When a line in the data below includes "pixel", pick it out and copy it.

________________

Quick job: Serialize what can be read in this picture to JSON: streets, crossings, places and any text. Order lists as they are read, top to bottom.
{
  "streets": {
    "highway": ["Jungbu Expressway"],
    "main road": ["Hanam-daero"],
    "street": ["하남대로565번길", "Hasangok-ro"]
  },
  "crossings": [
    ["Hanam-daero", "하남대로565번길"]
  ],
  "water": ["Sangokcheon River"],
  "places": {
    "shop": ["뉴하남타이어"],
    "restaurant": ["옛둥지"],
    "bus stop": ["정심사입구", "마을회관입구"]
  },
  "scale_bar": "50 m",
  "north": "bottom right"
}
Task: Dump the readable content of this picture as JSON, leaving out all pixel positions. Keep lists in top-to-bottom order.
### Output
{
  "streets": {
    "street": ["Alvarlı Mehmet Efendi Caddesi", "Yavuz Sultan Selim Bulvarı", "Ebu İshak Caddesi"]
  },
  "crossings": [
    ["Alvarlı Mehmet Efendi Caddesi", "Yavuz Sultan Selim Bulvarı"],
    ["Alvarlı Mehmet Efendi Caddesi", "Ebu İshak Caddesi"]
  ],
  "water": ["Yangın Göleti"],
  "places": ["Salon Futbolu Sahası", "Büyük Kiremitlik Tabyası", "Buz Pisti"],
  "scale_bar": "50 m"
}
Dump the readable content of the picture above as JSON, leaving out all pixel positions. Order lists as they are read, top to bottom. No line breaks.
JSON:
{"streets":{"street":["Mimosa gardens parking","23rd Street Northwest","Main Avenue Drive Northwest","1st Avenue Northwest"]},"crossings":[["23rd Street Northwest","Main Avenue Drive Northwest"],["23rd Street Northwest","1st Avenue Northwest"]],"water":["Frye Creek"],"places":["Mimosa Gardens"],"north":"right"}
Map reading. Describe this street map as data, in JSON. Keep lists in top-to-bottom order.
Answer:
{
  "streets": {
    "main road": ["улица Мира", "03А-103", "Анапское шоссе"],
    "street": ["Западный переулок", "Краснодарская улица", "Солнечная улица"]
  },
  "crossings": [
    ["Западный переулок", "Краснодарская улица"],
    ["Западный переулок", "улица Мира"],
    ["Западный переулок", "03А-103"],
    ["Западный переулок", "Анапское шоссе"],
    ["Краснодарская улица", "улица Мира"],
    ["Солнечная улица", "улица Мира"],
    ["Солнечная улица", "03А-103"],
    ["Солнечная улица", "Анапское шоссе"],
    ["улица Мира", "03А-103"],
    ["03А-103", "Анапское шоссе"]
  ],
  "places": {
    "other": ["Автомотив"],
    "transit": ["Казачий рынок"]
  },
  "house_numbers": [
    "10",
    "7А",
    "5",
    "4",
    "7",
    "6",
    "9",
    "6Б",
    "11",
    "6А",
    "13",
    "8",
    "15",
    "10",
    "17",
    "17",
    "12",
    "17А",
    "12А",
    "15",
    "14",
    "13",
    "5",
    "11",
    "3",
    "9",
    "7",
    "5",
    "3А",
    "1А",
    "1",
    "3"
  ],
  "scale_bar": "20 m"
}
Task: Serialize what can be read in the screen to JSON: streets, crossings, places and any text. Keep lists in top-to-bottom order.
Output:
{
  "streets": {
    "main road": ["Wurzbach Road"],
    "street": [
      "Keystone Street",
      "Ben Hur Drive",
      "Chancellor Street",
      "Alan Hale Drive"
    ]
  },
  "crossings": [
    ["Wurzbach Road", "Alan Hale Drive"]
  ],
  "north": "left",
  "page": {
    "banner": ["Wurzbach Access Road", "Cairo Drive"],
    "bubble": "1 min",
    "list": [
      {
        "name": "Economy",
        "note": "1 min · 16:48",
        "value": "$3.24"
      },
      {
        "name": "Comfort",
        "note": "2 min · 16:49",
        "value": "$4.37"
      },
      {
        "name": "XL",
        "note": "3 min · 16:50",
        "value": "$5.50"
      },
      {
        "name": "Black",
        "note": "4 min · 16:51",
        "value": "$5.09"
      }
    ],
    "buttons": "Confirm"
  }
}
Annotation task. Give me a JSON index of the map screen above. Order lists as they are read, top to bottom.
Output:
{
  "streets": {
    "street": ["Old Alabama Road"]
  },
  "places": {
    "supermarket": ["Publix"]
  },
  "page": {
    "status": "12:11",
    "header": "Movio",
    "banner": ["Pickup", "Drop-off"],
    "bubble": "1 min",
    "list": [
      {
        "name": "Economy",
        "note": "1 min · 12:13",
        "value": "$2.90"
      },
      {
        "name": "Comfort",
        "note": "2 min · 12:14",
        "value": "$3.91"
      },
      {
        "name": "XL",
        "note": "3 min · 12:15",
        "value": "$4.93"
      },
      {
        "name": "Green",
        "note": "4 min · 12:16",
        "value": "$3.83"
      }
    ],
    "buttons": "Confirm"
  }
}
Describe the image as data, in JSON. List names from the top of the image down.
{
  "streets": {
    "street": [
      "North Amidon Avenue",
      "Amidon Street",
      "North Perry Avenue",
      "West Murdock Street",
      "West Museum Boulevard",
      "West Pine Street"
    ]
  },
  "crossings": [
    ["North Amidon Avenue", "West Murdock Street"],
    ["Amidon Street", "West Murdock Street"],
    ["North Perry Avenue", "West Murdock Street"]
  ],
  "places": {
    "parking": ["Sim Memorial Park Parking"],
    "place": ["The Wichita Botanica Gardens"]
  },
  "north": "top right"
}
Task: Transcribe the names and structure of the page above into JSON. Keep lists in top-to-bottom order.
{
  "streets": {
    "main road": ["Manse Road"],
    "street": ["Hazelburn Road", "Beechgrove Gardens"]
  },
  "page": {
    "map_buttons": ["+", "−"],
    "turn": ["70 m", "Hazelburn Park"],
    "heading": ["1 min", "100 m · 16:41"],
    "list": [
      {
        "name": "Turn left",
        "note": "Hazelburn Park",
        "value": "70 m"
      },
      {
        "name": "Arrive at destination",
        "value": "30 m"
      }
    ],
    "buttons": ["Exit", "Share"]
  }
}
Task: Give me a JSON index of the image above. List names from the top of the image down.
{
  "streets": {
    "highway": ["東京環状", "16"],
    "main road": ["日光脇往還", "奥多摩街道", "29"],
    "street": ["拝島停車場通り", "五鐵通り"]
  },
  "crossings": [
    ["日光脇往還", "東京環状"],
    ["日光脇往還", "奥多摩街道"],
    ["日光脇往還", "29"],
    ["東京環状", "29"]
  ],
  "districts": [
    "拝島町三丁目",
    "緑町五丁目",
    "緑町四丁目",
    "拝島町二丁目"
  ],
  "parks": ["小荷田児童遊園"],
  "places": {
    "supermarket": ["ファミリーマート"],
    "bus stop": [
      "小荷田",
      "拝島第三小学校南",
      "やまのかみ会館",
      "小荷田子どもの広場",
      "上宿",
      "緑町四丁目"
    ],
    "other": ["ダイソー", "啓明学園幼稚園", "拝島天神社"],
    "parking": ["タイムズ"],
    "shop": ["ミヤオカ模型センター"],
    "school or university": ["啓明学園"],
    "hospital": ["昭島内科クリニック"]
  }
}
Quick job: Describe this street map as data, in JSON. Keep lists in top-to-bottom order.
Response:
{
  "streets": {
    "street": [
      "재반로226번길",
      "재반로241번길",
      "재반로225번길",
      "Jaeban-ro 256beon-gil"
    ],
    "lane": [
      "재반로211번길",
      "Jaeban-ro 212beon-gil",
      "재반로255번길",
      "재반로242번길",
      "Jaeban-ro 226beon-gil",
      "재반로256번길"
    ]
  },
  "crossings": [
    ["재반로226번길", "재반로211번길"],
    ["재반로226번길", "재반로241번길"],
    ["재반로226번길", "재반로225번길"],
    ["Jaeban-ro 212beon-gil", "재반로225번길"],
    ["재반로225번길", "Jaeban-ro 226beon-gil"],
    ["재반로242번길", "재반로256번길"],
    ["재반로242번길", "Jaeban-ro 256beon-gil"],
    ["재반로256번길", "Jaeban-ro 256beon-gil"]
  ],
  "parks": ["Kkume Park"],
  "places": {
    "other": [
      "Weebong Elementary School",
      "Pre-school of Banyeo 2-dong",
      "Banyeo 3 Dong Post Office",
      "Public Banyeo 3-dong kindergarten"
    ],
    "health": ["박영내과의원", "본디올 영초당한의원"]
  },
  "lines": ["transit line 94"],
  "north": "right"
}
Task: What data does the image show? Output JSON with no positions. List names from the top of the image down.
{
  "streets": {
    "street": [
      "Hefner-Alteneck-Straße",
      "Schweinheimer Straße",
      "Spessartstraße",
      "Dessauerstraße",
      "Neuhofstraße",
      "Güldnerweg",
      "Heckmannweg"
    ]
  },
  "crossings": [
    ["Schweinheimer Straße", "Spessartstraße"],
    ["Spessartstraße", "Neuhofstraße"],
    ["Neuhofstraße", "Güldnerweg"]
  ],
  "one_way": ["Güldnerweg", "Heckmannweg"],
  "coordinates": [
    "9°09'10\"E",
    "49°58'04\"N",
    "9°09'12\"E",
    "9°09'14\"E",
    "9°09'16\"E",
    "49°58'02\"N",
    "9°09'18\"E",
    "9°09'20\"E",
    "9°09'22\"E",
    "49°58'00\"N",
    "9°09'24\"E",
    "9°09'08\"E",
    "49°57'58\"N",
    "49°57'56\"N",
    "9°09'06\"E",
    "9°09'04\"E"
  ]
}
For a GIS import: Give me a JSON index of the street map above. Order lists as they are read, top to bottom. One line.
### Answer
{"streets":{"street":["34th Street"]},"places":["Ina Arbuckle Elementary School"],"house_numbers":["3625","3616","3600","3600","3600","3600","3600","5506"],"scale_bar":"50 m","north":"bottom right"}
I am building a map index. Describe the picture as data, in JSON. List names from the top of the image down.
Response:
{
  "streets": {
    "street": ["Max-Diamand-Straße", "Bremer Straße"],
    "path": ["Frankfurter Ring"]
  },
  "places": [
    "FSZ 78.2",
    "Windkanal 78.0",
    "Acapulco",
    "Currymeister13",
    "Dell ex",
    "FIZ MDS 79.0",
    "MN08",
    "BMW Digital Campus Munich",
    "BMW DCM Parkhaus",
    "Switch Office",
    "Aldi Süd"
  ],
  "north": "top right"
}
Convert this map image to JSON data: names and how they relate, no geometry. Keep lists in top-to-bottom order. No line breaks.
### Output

________________

WRITTEN ANSWER ->
Task: Dump the readable content of this picture as JSON, leaving out all pixel positions. Keep lists in top-to-bottom order.
Dump the readable content of the picture above as JSON, leaving out all pixel positions. Order lists as they are read, top to bottom. No line breaks.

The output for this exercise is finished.